Fix return sequence on armv4 thumb
ClosedPublic

Authored by jroelofs on Jul 31 2014, 3:51 PM.

Details

Diff Detail

Event Timeline

jroelofs updated this revision to Diff 12088.Jul 31 2014, 3:51 PM
jroelofs retitled this revision from to Fix return sequence on armv4 thumb.
jroelofs updated this object.
jroelofs edited the test plan for this revision. (Show Details)
jroelofs added a reviewer: t.p.northover.
jroelofs set the repository for this revision to rL LLVM.
jroelofs added a project: deleted.
jroelofs added a subscriber: Unknown Object (MLST).

Hi Jon,

See my comments inline.

Also, please add some tests with ARMv4T and ARMv5T variants, checking for their specific returns, using FileCheck.

Thanks!
--renato

llvm/lib/Target/ARM/Thumb1FrameLowering.cpp
474 ↗(On Diff #12088)

Since you're already creating a new boolean, why not make it IsV4TReturn and set it inside the conditional below, so that your special lowering only checks for a flag and not a bunch of them.

475 ↗(On Diff #12088)

A comment here hinting at the block you just added below would be nice. Something like:

// ARMv4T requires BX, see below
495 ↗(On Diff #12088)

This is probably going to create two POPs. I think a better way would be to detect the LR in the loop above and change it from PC to R3 and just add the BX magic here. It should be safe to assume R3 is fine, but you can add a check if you want.

rengolin removed a subscriber: rengolin.
t.p.northover edited edge metadata.Aug 1 2014, 4:40 AM

Hi Jon,

I had a bit of a think about the liveness thing I mentioned. I think it's mostly OK, but there is one issue.

Cheers.

Tim.

llvm/lib/Target/ARM/Thumb1FrameLowering.cpp
502–503 ↗(On Diff #12088)

I think R3 is potentially reserved for a return value. E.g.

define i128 @foo() {
 ret i128 0
}

It's rather an edge-case (particularly on v4t, but then v4t is one big edge case). But we probably shouldn't break it anyway.
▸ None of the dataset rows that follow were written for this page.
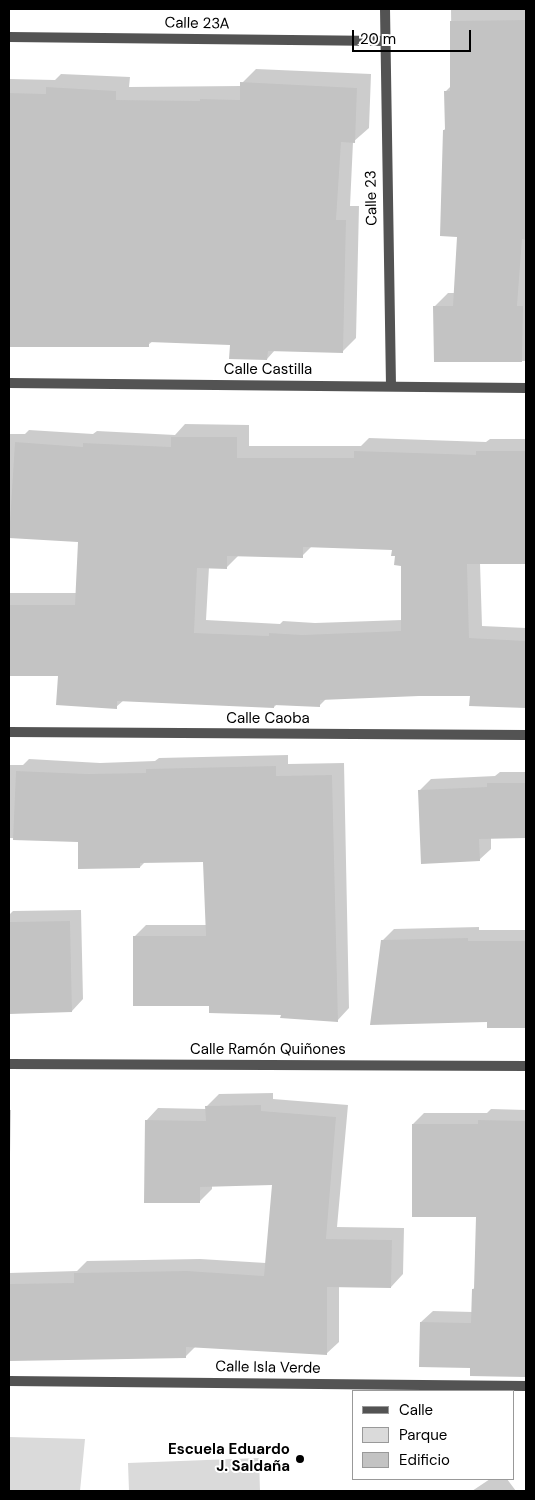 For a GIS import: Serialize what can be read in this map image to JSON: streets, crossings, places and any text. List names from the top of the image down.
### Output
{
  "streets": {
    "street": [
      "Calle 23A",
      "Calle 23",
      "Calle Castilla",
      "Calle Caoba",
      "Calle Ramón Quiñones",
      "Calle Isla Verde"
    ]
  },
  "crossings": [
    ["Calle 23A", "Calle 23"],
    ["Calle 23", "Calle Castilla"]
  ],
  "places": ["Escuela Eduardo J. Saldaña"],
  "legend": ["Calle", "Parque", "Edificio"],
  "scale_bar": "20 m"
} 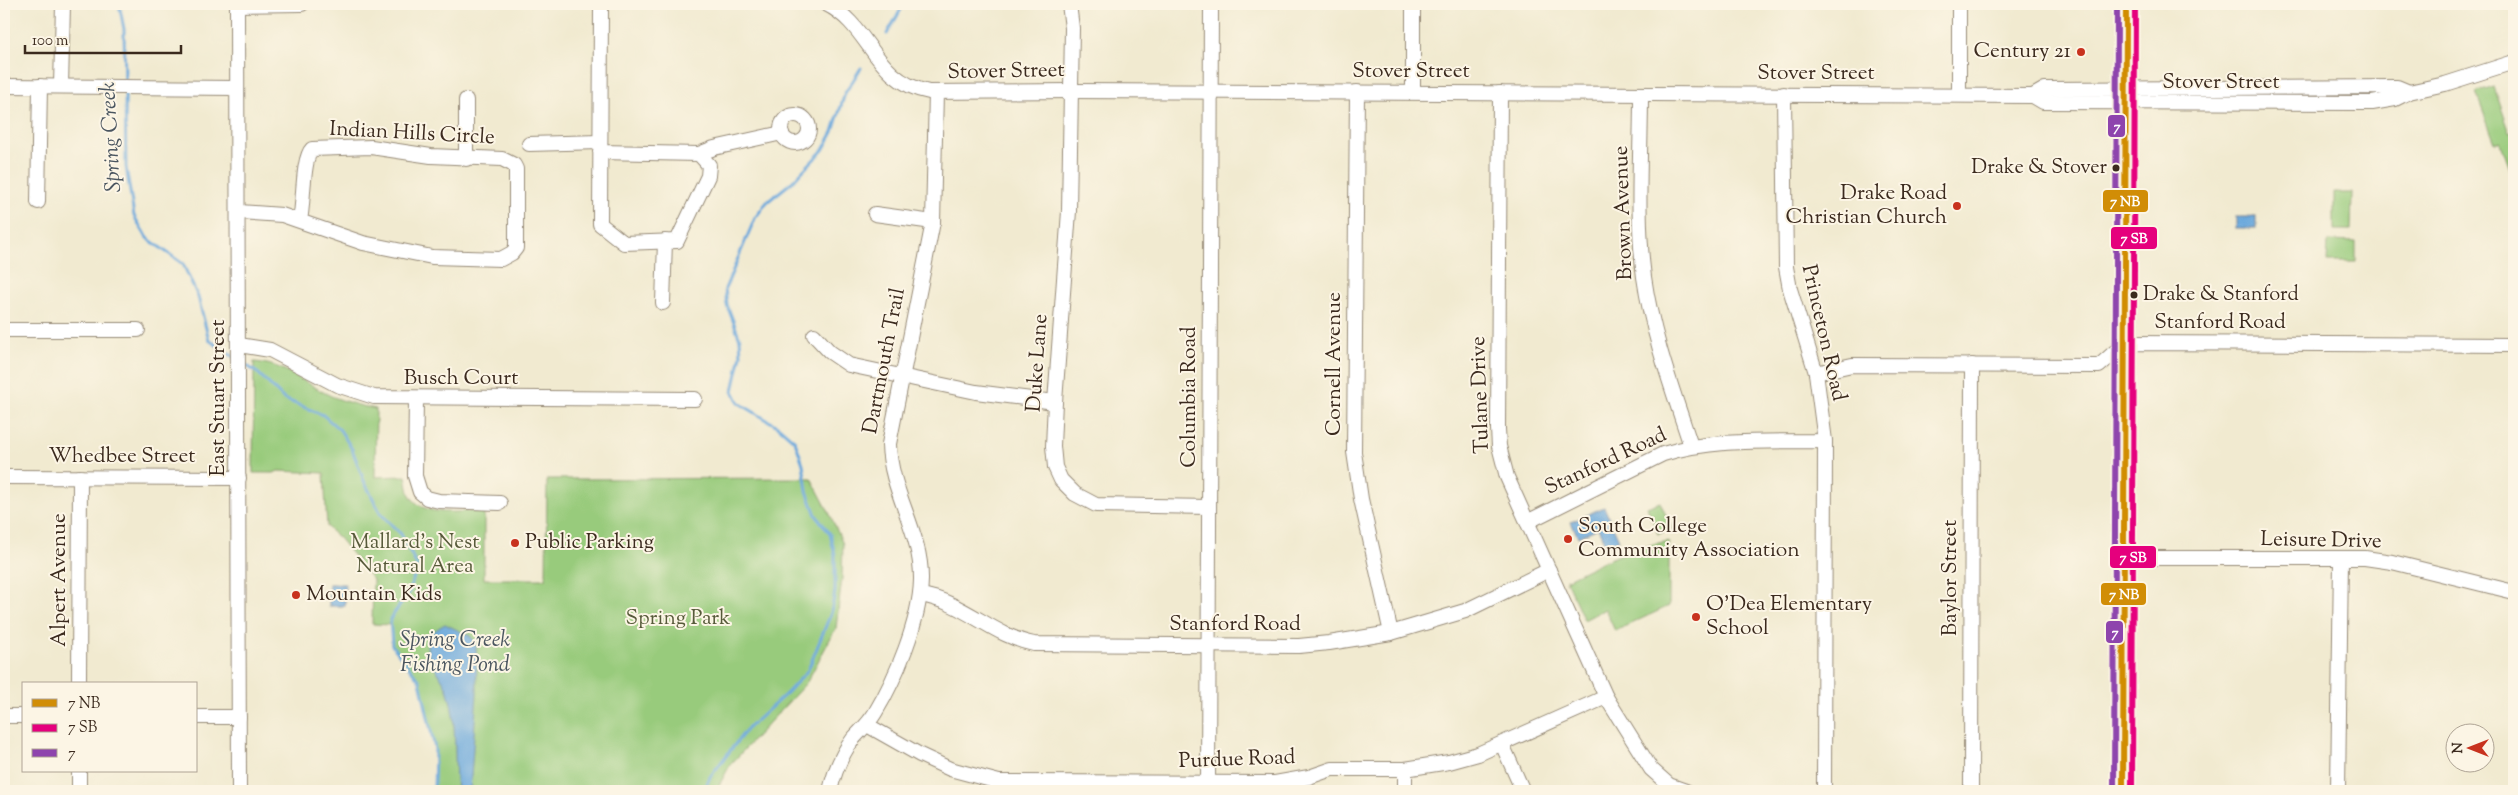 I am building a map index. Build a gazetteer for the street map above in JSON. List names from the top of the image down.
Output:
{
  "streets": {
    "street": [
      "Stover Street",
      "Indian Hills Circle",
      "Brown Avenue",
      "Stanford Road",
      "Princeton Road",
      "Dartmouth Trail",
      "Duke Lane",
      "Cornell Avenue",
      "Busch Court",
      "Tulane Drive",
      "Columbia Road",
      "East Stuart Street",
      "Whedbee Street",
      "Leisure Drive",
      "Baylor Street",
      "Alpert Avenue",
      "Purdue Road"
    ]
  },
  "crossings": [
    ["Stover Street", "Brown Avenue"],
    ["Stover Street", "Princeton Road"],
    ["Stover Street", "Dartmouth Trail"],
    ["Stover Street", "Duke Lane"],
    ["Stover Street", "Cornell Avenue"],
    ["Stover Street", "Tulane Drive"],
    ["Stover Street", "Columbia Road"],
    ["Indian Hills Circle", "East Stuart Street"],
    ["Brown Avenue", "Stanford Road"],
    ["Stanford Road", "Princeton Road"],
    ["Stanford Road", "Dartmouth Trail"],
    ["Stanford Road", "Cornell Avenue"],
    ["Stanford Road", "Tulane Drive"],
    ["Stanford Road", "Columbia Road"],
    ["Stanford Road", "Baylor Street"],
    ["Dartmouth Trail", "Purdue Road"],
    ["Duke Lane", "Columbia Road"],
    ["Busch Court", "East Stuart Street"],
    ["Tulane Drive", "Purdue Road"],
    ["Columbia Road", "Purdue Road"],
    ["East Stuart Street", "Whedbee Street"],
    ["Whedbee Street", "Alpert Avenue"]
  ],
  "water": ["Spring Creek", "Spring Creek Fishing Pond"],
  "parks": ["Mallard's Nest Natural Area", "Spring Park"],
  "places": [
    "Century 21",
    "Drake & Stover",
    "Drake Road Christian Church",
    "Drake & Stanford",
    "South College Community Association",
    "Public Parking",
    "Mountain Kids",
    "O'Dea Elementary School"
  ],
  "lines": ["transit line 7"],
  "legend": ["7 NB", "7 SB", "7"],
  "scale_bar": "100 m",
  "north": "left"
}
The safest thing to do would be use the register scavenger. And if the machinery is wired up to restoreCalleeSavedRegisters (fingers crossed) the easiest way to do *that* is to just create a virtual register (even though it is post regalloc, it's got special handling in PrologEpilogInserter).

I'll add some tests, and look into the register scavenger thing. I think I'm going to hold off on coalescing the POPs though until I'm convinced that it's even possible to do.

Thanks for the quick review comments!

Jon

llvm/lib/Target/ARM/Thumb1FrameLowering.cpp
474 ↗(On Diff #12088)

Ok.

475 ↗(On Diff #12088)

Ok.

495 ↗(On Diff #12088)

Yes, it will create two POPs. ISTR that POPs require their register lists to be in ascending order with no duplicates, so I think swapping PC for R3 only works if reglist contains at most {r0,r1,r2,pc}. Please correct me here if I'm mistaken.

If I use a virtual register as Tim suggests, I think I'm going to have a hard time detecting the few cases where it is possible to coalesce these two POPs. Any suggestions on how to make that happen?

502–503 ↗(On Diff #12088)

Ohhhh, good point. What about i256? That would eat up _all_ the lo registers, leaving us with no option to pop the link address. I guess for the ABI to be sane, that would have to go on the stack...

rengolin added inline comments.Aug 1 2014, 8:05 AM
llvm/lib/Target/ARM/Thumb1FrameLowering.cpp
495 ↗(On Diff #12088)

That's a good point. If you can use LR, than the problem is solved. If not, let's leave the two POPs for now and create a FIXME comment to that effect.

502–503 ↗(On Diff #12088)

The AAPCS only allows you to use R0~R3, everything else goes on the stack. The confusion from using R3 comes from ARM's own docs suggesting it's a reasonable way of doing it (even not coalescing the POPs), but it fails to mention that large return values could use it.

I had a read on the old APCS and couldn't find any mentions and to why R3 should be used as a return register (though it says R0~R3 can be used for returning values). But since we don't follow the APCS any more, even on ARMv4T, I think we should discard any reference to that document.

Any other register would have to be spilled in the caller, which is just not viable. Tim's suggestion would be the only reasonable way of doing it as a generic case.

Without thinking too much, we may get away with POPing it into LR again, and BX LR. I haven't covered all tail-return / recursive cases, but it would be a way of not needing the register scavenger.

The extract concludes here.